** INPUT FOR THIS TASK **
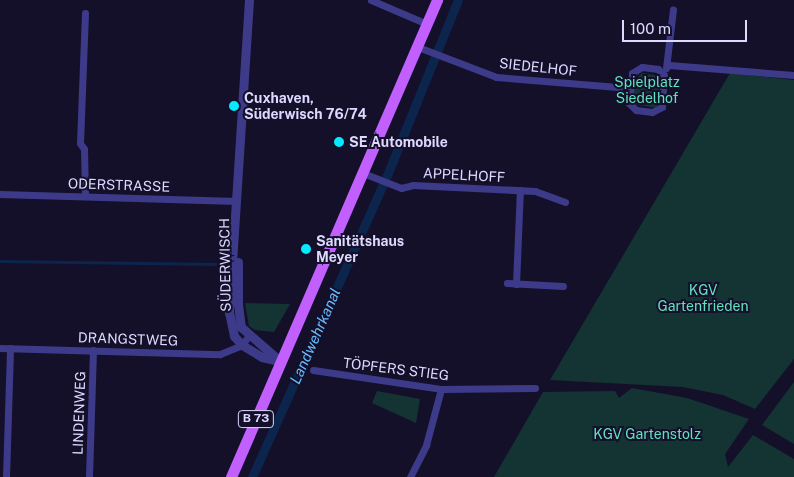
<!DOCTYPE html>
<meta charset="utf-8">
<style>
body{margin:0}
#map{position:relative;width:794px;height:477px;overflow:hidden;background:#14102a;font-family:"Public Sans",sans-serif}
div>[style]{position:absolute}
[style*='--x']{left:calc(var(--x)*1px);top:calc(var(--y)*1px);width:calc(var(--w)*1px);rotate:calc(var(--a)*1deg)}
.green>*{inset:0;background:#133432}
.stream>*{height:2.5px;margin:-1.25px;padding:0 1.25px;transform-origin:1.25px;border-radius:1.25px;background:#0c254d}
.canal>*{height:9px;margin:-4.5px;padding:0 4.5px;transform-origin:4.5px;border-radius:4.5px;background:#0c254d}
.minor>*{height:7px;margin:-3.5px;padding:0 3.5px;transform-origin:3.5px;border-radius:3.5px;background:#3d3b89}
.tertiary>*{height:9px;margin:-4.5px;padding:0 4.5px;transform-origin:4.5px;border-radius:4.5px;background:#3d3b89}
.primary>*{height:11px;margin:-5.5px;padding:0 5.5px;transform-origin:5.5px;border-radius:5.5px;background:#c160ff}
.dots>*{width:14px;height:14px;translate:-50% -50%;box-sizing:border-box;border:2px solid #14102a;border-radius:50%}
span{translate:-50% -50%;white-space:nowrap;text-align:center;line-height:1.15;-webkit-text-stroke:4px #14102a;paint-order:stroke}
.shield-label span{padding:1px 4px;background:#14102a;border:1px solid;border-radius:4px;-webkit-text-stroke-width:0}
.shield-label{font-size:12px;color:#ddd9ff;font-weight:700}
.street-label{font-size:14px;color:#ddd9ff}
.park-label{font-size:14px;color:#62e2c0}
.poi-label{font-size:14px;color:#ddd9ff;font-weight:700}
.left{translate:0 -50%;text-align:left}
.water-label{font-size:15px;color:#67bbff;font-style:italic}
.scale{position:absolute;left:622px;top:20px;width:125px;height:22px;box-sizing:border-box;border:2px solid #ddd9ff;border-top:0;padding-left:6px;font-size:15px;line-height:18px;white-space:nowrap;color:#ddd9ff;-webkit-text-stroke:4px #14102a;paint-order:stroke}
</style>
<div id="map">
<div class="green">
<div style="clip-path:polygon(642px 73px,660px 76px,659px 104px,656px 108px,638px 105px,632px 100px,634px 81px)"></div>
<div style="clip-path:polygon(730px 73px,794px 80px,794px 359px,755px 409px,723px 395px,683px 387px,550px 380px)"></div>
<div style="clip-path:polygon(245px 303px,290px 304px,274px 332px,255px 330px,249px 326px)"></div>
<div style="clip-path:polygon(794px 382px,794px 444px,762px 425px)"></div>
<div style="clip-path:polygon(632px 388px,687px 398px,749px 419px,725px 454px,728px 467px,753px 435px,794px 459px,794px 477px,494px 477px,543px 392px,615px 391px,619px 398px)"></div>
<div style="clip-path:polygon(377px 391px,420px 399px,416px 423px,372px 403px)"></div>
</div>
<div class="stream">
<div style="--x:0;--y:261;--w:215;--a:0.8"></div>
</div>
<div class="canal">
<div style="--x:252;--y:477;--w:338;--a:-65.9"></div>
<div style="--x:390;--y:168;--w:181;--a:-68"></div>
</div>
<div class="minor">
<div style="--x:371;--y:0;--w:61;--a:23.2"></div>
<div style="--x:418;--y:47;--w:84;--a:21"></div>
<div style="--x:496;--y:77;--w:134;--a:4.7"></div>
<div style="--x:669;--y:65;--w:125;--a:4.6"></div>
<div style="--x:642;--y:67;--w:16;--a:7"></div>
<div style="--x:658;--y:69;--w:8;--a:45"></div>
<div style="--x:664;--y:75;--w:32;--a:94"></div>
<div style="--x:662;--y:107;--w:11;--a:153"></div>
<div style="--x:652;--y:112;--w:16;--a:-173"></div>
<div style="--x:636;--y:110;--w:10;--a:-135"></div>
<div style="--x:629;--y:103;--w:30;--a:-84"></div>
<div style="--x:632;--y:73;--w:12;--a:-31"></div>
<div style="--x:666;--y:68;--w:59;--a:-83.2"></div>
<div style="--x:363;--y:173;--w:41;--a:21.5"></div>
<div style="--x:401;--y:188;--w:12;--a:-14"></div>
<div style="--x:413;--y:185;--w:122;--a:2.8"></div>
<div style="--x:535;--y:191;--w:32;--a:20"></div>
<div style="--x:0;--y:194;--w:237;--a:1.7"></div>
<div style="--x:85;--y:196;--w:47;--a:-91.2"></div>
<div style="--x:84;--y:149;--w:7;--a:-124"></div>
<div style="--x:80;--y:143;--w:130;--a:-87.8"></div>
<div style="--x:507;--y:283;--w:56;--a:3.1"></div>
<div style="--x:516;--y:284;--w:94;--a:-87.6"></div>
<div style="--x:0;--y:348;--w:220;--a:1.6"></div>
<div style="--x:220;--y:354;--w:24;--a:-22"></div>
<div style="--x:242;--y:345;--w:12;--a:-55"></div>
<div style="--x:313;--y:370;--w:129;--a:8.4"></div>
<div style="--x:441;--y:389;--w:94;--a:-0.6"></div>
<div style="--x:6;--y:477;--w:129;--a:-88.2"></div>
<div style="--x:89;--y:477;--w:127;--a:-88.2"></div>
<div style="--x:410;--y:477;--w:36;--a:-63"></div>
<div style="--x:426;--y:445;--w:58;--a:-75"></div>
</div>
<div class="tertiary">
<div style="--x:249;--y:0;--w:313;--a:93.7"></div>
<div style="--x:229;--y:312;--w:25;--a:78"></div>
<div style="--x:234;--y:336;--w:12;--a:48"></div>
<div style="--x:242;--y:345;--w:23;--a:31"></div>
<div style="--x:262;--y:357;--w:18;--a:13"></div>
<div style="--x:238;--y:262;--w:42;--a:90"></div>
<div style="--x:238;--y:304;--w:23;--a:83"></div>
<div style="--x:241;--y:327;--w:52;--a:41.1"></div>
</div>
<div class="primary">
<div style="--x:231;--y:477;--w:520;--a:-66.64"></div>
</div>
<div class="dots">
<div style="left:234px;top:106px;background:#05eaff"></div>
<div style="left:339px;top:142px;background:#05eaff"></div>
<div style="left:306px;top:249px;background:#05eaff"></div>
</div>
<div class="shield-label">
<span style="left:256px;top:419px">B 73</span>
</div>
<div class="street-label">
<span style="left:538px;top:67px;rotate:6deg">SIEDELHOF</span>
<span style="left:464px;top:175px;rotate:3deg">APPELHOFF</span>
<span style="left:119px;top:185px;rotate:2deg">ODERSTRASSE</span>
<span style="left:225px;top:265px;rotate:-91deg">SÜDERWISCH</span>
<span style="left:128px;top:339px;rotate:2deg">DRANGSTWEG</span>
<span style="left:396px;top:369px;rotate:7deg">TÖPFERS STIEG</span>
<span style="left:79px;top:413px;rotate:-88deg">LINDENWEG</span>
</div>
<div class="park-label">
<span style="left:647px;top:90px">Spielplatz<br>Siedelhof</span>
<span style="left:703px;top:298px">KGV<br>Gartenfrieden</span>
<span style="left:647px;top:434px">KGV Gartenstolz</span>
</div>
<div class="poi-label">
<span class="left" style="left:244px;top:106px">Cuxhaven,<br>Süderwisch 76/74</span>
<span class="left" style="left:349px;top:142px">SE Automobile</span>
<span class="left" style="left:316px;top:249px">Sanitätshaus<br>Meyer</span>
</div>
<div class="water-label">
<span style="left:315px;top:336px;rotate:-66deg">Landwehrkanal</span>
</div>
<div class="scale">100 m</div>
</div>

** EXERCISE **
Set apart and copy each line of the records that holds the word "stream".

** ANSWER SECTION **
.stream>*{height:2.5px;margin:-1.25px;padding:0 1.25px;transform-origin:1.25px;border-radius:1.25px;background:#0c254d}
<div class="stream">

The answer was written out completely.